Try it – No pictures go into the output, which should consist only of the lines from the first line of the data through the line with "0 #a8a8a8) drop-shadow(-1px", copied exactly.

Material shown –
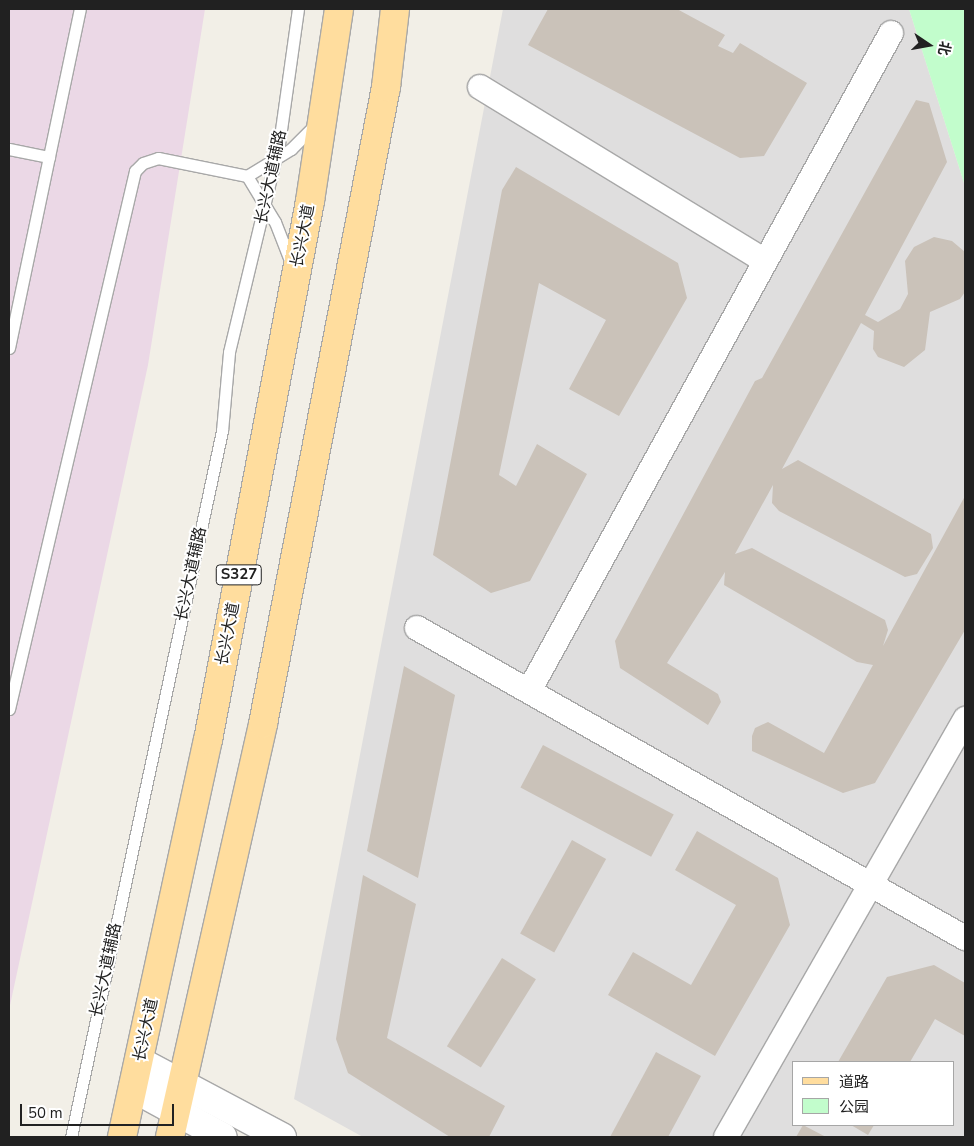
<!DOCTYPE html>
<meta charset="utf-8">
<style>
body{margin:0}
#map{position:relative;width:974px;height:1146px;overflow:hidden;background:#f2efe7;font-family:"Nunito Sans","Noto Sans SC",sans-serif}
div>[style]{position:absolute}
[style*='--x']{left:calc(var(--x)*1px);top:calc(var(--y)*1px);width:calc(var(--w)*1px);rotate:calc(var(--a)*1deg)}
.residential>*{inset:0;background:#dfdede}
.industrial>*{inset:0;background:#ebd8e6}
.park>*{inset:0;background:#c2fdcc}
.building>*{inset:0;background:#cac2b9;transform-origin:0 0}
.roads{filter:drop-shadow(1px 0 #a8a8a8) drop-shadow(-1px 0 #a8a8a8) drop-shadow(0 1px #a8a8a8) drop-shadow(0 -1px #a8a8a8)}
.service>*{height:11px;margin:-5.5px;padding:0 5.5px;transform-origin:5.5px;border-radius:5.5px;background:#fff}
.minor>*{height:24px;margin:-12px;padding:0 12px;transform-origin:12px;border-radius:12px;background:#fff}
.tertiary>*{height:28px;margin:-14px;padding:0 14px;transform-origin:14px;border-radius:14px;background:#fff}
.primary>*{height:28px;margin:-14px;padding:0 14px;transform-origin:14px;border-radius:14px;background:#ffdd9e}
span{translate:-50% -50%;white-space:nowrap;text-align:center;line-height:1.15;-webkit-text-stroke:4px #fff;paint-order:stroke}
.shield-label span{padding:1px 4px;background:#fff;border:1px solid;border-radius:4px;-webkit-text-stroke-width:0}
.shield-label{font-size:15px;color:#212121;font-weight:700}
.street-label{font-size:16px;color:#212121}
.frame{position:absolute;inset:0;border:10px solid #212121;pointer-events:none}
.legend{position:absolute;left:792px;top:1061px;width:162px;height:65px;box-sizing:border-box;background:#fff;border:1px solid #a6a6a6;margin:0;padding:6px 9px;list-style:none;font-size:15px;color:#212121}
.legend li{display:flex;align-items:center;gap:10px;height:25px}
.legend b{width:25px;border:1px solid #a6a6a6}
.north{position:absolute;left:904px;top:20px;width:50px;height:50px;-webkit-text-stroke:4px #fff;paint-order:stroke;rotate:102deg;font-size:14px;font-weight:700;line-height:20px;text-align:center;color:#212121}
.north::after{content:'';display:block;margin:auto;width:18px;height:22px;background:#212121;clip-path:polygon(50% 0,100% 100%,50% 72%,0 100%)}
.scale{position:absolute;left:20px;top:1104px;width:154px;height:22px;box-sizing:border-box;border:2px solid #212121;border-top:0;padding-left:6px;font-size:15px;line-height:18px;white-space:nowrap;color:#212121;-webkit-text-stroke:4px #fff;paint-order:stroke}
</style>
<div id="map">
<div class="residential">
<div style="clip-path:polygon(evenodd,503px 9px,909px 9px,965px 186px,965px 1137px,363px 1137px,294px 1099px,503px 9px,793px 1062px,953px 1062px,953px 1125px,793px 1125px,793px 1062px)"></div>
</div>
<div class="industrial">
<div style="clip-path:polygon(9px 9px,205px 9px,148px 365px,9px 1010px)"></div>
</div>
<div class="park">
<div style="clip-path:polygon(909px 9px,965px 9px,965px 186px)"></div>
</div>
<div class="building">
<div style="clip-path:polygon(548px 9px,677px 9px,725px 35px,718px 46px,733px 53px,740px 43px,807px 83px,764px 156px,740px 158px,528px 45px)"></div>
<div style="clip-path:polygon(916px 100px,929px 103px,947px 162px,865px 315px,878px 322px,900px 309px,908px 294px,905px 261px,914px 247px,934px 237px,952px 241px,965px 252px,965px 292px,960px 299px,930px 312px,925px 350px,904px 367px,878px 357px,873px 349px,874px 331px,861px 323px,782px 469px,798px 460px,931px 534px,933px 548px,917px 574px,905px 577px,779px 511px,772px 503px,773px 485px,735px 554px,752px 548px,885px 620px,888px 630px,883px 646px,965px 496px,965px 630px,875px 783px,843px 793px,752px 751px,752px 736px,755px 728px,768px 722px,824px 753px,873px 665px,857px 662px,724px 585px,725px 572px,667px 663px,718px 694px,721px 702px,708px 725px,620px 668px,615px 641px,755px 381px,762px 378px)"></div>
<div style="clip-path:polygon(516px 167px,678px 263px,687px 298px,619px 416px,569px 389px,606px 320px,539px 283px,499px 475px,516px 486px,537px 444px,587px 474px,530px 581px,491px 593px,433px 555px,502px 190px)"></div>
<div style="clip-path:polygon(404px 666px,455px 695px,418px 878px,367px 851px)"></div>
<div style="left:543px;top:745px;width:148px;height:48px;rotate:28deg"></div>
<div style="clip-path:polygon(697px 831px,778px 878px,790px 925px,715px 1056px,608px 995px,633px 952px,691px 985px,736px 905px,675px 870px)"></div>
<div style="left:572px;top:840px;width:39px;height:107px;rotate:29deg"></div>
<div style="clip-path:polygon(363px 875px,416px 904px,387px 1038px,505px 1106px,489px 1137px,450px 1137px,348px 1073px,336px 1039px)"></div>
<div style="left:502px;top:958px;width:40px;height:104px;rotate:32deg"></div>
<div style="clip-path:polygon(934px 965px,965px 983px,965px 1036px,935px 1019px,910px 1062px,838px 1062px,887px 977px)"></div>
<div style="clip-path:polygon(656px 1052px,701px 1076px,668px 1137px,610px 1137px)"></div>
<div style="clip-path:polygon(803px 1125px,826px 1137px,796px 1137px)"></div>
<div style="clip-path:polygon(851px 1125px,874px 1125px,868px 1135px)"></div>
</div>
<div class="roads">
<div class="service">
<div style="--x:9;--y:149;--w:41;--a:11.3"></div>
<div style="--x:247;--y:176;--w:52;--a:-31.5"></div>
<div style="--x:291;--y:149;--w:34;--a:-45"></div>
<div style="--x:9;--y:348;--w:346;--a:-78.2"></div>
<div style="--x:9;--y:709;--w:553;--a:-76.82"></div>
<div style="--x:135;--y:171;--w:11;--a:-45"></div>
<div style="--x:143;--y:163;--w:16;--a:-18"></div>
<div style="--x:158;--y:158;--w:91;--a:11.4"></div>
<div style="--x:247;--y:176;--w:54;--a:58.7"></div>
<div style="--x:275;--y:222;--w:44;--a:68.7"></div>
<div style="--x:71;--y:1137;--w:722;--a:-77.93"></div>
<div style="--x:222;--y:431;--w:79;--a:-84.9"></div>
<div style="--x:229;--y:352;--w:214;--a:-76.5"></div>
<div style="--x:279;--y:144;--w:136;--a:-82"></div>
</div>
<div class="minor">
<div style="--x:480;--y:87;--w:334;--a:31.4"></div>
<div style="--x:417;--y:628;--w:630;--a:29.5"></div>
<div style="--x:529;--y:691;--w:751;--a:-61.18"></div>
<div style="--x:726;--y:1137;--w:482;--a:-60.2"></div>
</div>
<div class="tertiary">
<div style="--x:139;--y:1061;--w:162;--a:28"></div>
<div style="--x:133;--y:1088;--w:102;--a:28.6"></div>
</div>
<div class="primary">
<div style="--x:122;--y:1137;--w:406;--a:-77.8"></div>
<div style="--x:208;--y:740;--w:549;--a:-79.28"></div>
<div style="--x:310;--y:201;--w:194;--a:-81.4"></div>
<div style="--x:170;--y:1137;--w:423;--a:-77.3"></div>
<div style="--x:263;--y:724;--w:649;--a:-79.07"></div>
<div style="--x:386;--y:87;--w:79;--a:-83.4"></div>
</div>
</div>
<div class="shield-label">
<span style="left:239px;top:575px">S327</span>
</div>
<div class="street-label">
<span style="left:271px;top:177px;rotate:-78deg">长兴大道辅路</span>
<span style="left:303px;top:236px;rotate:-79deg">长兴大道</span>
<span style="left:191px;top:574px;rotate:-78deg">长兴大道辅路</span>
<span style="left:228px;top:634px;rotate:-79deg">长兴大道</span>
<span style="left:106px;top:970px;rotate:-78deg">长兴大道辅路</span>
<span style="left:146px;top:1030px;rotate:-78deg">长兴大道</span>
</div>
<div class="frame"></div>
<ul class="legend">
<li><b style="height:6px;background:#ffdd9e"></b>道路</li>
<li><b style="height:14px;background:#c2fdcc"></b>公园</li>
</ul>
<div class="north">北</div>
<div class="scale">50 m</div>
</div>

Solved problem –
<!DOCTYPE html>
<meta charset="utf-8">
<style>
body{margin:0}
#map{position:relative;width:974px;height:1146px;overflow:hidden;background:#f2efe7;font-family:"Nunito Sans","Noto Sans SC",sans-serif}
div>[style]{position:absolute}
[style*='--x']{left:calc(var(--x)*1px);top:calc(var(--y)*1px);width:calc(var(--w)*1px);rotate:calc(var(--a)*1deg)}
.residential>*{inset:0;background:#dfdede}
.industrial>*{inset:0;background:#ebd8e6}
.park>*{inset:0;background:#c2fdcc}
.building>*{inset:0;background:#cac2b9;transform-origin:0 0}
.roads{filter:drop-shadow(1px 0 #a8a8a8) drop-shadow(-1px 0 #a8a8a8) drop-shadow(0 1px #a8a8a8) drop-shadow(0 -1px #a8a8a8)}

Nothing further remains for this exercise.